Changing stroke rehab and research worldwide now.Time is Brain! trillions and trillions of neurons that DIE each day because there are NO effective hyperacute therapies besides tPA(only 12% effective). I have 523 posts on hyperacute therapy, enough for researchers to spend decades proving them out. These are my personal ideas and blog on stroke rehabilitation and stroke research. Do not attempt any of these without checking with your medical provider. Unless you join me in agitating, when you need these therapies they won't be there.

What this blog is for:

My blog is not to help survivors recover, it is to have the 10 million yearly stroke survivors light fires underneath their doctors, stroke hospitals and stroke researchers to get stroke solved. 100% recovery. The stroke medical world is completely failing at that goal, they don't even have it as a goal.
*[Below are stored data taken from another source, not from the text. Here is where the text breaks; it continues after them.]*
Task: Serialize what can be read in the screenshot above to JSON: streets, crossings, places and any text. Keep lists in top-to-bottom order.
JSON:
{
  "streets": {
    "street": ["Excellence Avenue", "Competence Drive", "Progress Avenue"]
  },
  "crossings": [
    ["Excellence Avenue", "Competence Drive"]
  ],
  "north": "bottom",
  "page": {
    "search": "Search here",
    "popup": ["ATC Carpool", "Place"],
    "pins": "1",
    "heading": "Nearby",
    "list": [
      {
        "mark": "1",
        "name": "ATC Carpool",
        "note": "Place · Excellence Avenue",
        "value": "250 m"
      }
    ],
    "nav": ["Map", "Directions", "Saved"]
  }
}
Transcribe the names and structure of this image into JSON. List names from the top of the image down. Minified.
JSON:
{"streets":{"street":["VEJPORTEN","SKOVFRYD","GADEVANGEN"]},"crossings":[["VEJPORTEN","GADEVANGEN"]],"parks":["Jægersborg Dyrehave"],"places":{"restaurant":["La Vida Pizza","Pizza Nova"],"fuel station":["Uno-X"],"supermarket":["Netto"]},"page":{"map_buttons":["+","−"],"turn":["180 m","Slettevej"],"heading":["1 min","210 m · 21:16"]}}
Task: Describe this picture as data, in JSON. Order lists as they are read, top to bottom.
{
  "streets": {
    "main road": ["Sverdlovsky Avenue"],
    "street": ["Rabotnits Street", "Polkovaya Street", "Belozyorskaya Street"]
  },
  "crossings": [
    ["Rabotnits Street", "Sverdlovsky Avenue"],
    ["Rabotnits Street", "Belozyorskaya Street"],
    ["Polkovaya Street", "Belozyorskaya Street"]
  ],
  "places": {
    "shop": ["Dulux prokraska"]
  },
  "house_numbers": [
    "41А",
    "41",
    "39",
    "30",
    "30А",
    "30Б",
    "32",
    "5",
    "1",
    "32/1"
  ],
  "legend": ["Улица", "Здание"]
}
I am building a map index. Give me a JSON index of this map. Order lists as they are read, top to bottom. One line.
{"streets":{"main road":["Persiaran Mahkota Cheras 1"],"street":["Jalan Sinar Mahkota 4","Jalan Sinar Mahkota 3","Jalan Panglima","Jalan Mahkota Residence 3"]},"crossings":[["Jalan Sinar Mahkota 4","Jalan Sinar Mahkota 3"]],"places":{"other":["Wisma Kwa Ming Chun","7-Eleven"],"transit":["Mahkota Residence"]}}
Shortly after getting out of the hospital and getting NO information on the process or protocols of stroke rehabilitation and recovery I started searching on the internet and found that no other survivor received useful information. This is an attempt to cover all stroke rehabilitation information that should be readily available to survivors so they can talk with informed knowledge to their medical staff. It lays out what needs to be done to get stroke survivors closer to 100% recovery. It's quite disgusting that this information is not available from every stroke association and doctors group.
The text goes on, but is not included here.